80~90年代にデザート界に新風を巻き起こし、スイーツ界の魔術師との異名をったフランスを代表するパティシエ、フィリップ・コンティチーニ。パティスリーやレストランでシェフを勤めたあとはコンサルティングや菓子開発、執筆業に専念していましたが、2008年マレに焼き菓子のお店をオープン、今年の9月にはサンジェルマンにその名も「La Pâtisserie des rêves~夢のお菓子屋さん」をオープンさせました。

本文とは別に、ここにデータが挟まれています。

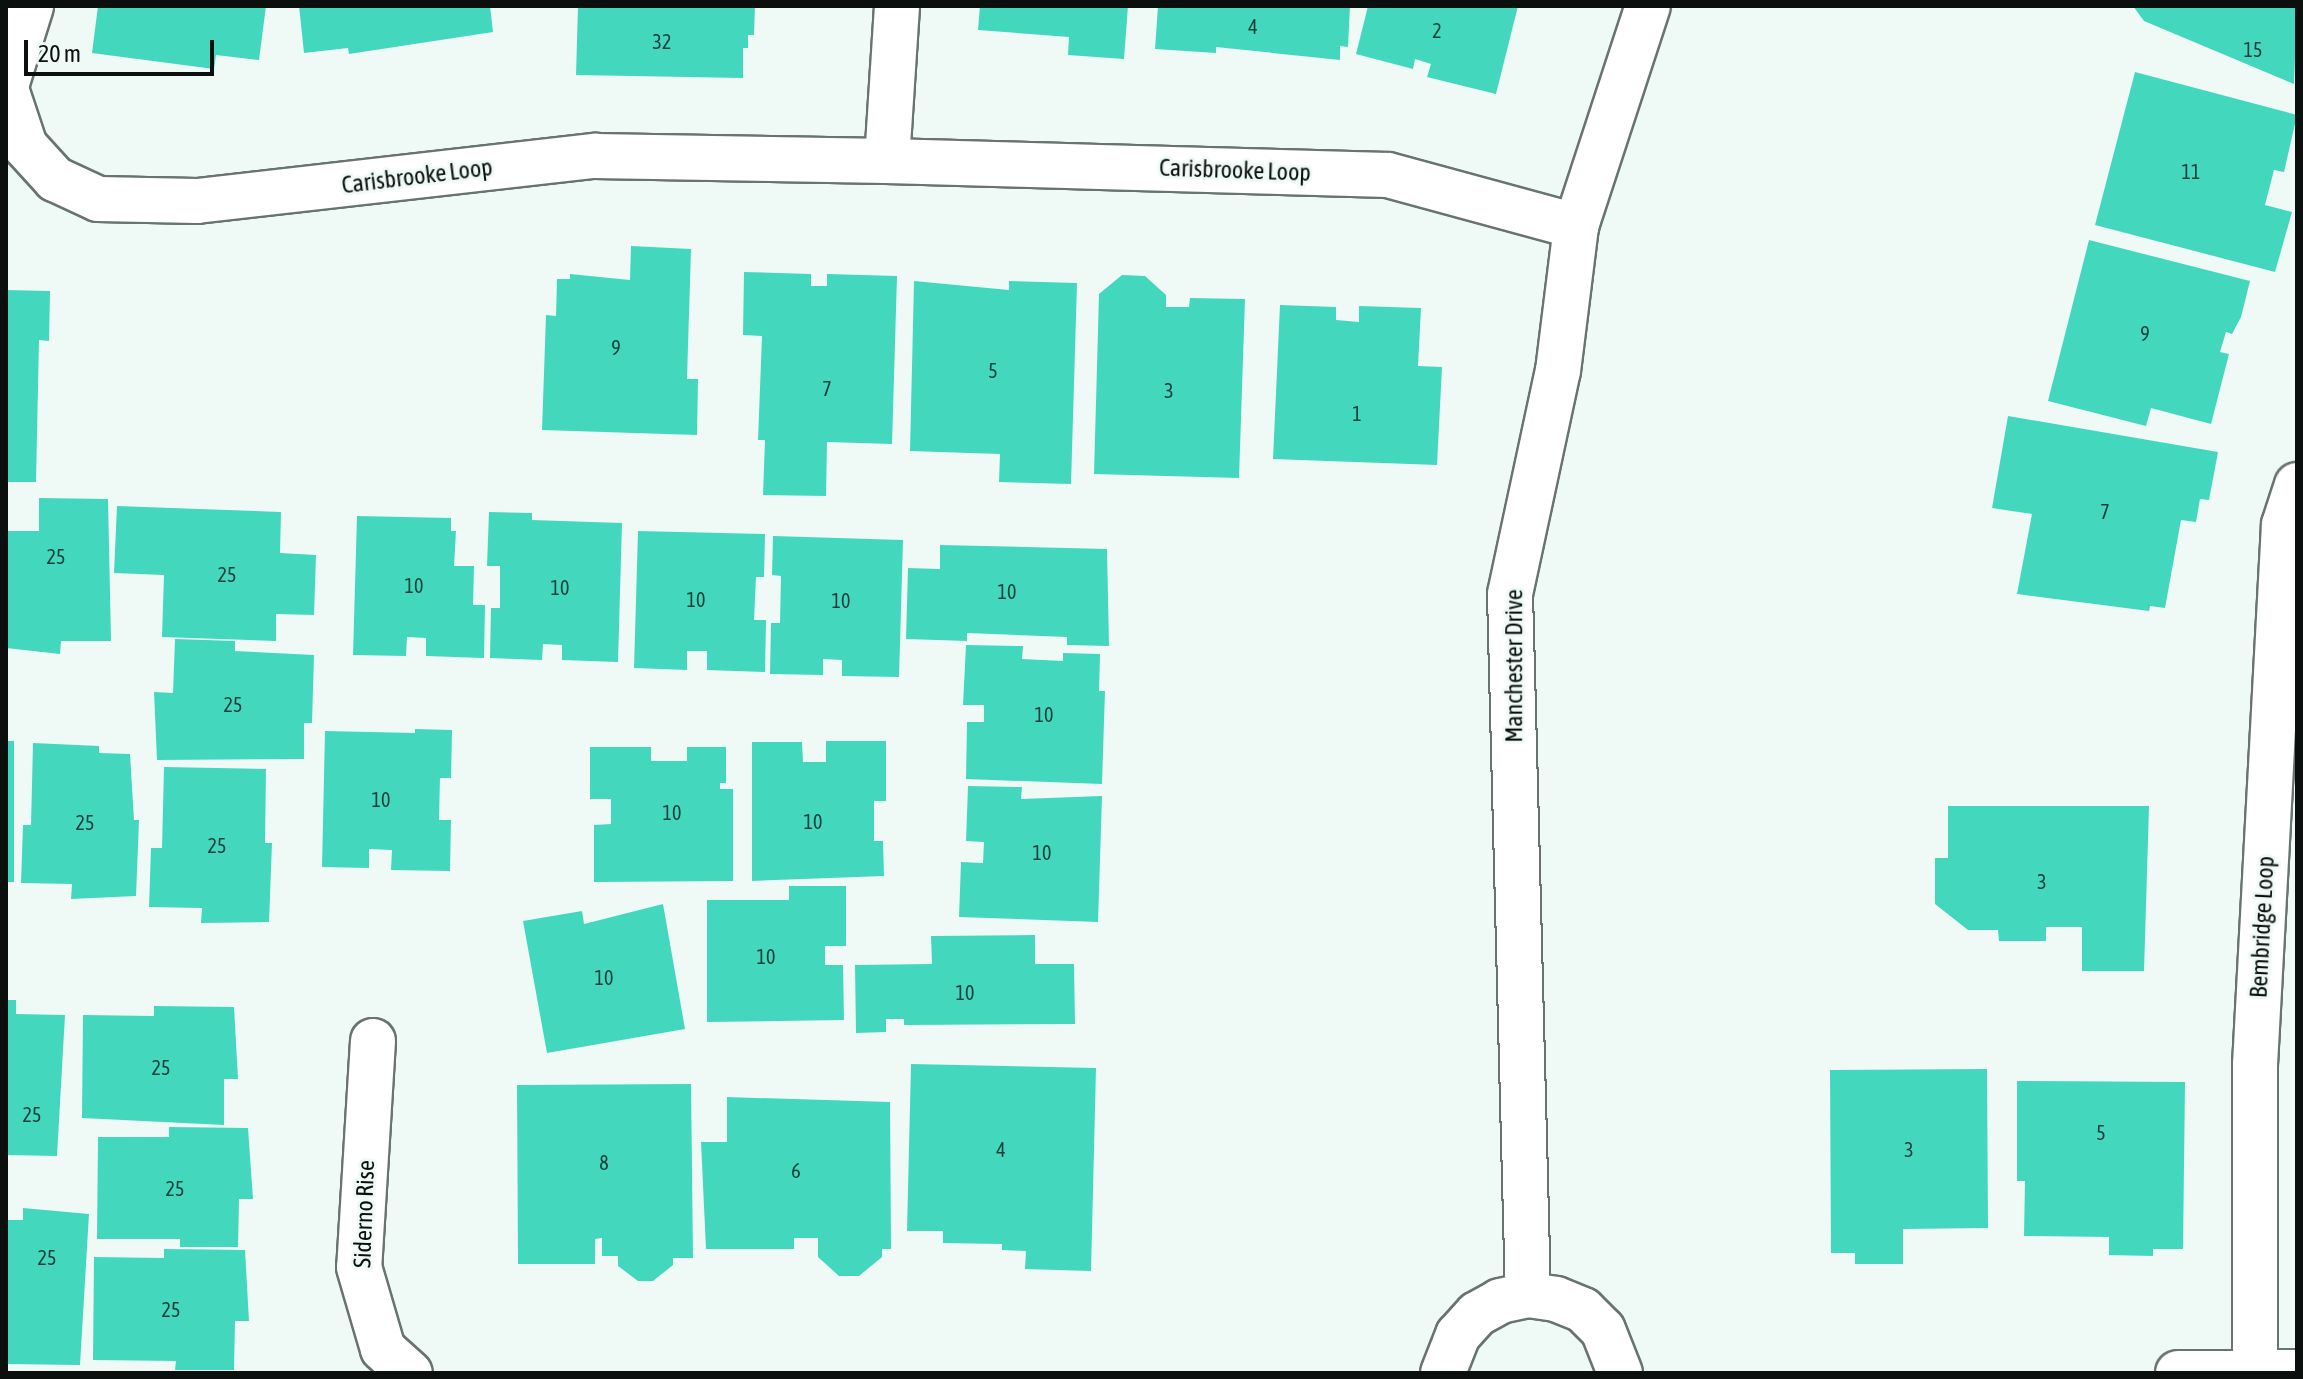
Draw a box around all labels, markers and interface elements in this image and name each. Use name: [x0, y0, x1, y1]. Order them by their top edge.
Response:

老舗デパート「ボン・マルシェ」にもほど近いバック通りにある新店は生菓子が中心で、三角のかわいいパッケージがならぶショーウィンドーに惹かれて中に入ると、まるで宝石を陳列するかのように天井からつり下げられたガラスケースにスイーツが入れられて美しくディスプレーされています。そんなモダンな演出もさることながら、肝心のケーキ類も今までの常識を覆すデザイン性と味わい。
今年のフィガロ紙が選ぶパリブレストチャンピオンに輝いたパリブレストは、通常車輪をイメージした輪っかの形をしていますが、ココではプチシューがお花のように連なったキュートなフォルム。エクレアはクリームを目一杯詰め込んだシューを板状のチョコレートでくるりと巻いたデザイン。フランス伝統菓子の定番「ババ・オ・ロム」はキットのようになっていて、ベースのババ、ラムシロップ、クリームを個別に詰めた状態で販売。好みの味わいでいただけるというわけです。

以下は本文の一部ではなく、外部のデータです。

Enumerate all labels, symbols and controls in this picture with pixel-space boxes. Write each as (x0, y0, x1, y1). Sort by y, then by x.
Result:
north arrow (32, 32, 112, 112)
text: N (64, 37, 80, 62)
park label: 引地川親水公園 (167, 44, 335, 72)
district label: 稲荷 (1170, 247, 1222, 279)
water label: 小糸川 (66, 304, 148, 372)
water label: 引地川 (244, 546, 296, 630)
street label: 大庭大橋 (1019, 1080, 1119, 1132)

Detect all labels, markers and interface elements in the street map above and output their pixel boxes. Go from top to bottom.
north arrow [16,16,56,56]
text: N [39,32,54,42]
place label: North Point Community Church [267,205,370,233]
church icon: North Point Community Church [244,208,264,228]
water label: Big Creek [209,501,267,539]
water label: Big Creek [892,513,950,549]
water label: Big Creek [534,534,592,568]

凝っているのは見た目だけではなく、味わいも一筋縄ではいきません! ホワイトチョコをふきかけた“セイロン”は紅茶風味のクリーム、ダコワーズ、プラリネのハーモニーに柑橘系のアクセントがチラリ。複雑だけと素晴らしく調和の取れた味わいは絶品。またサクッと軽いパイ生地にうす~くスライスしたリンゴが軽やかなタルトタタンは、仕事の細かさがかいま見れる一品。
どれをとってもまさに夢のようなおいしさは、パリに来たらならぜひ味わって帰るべし!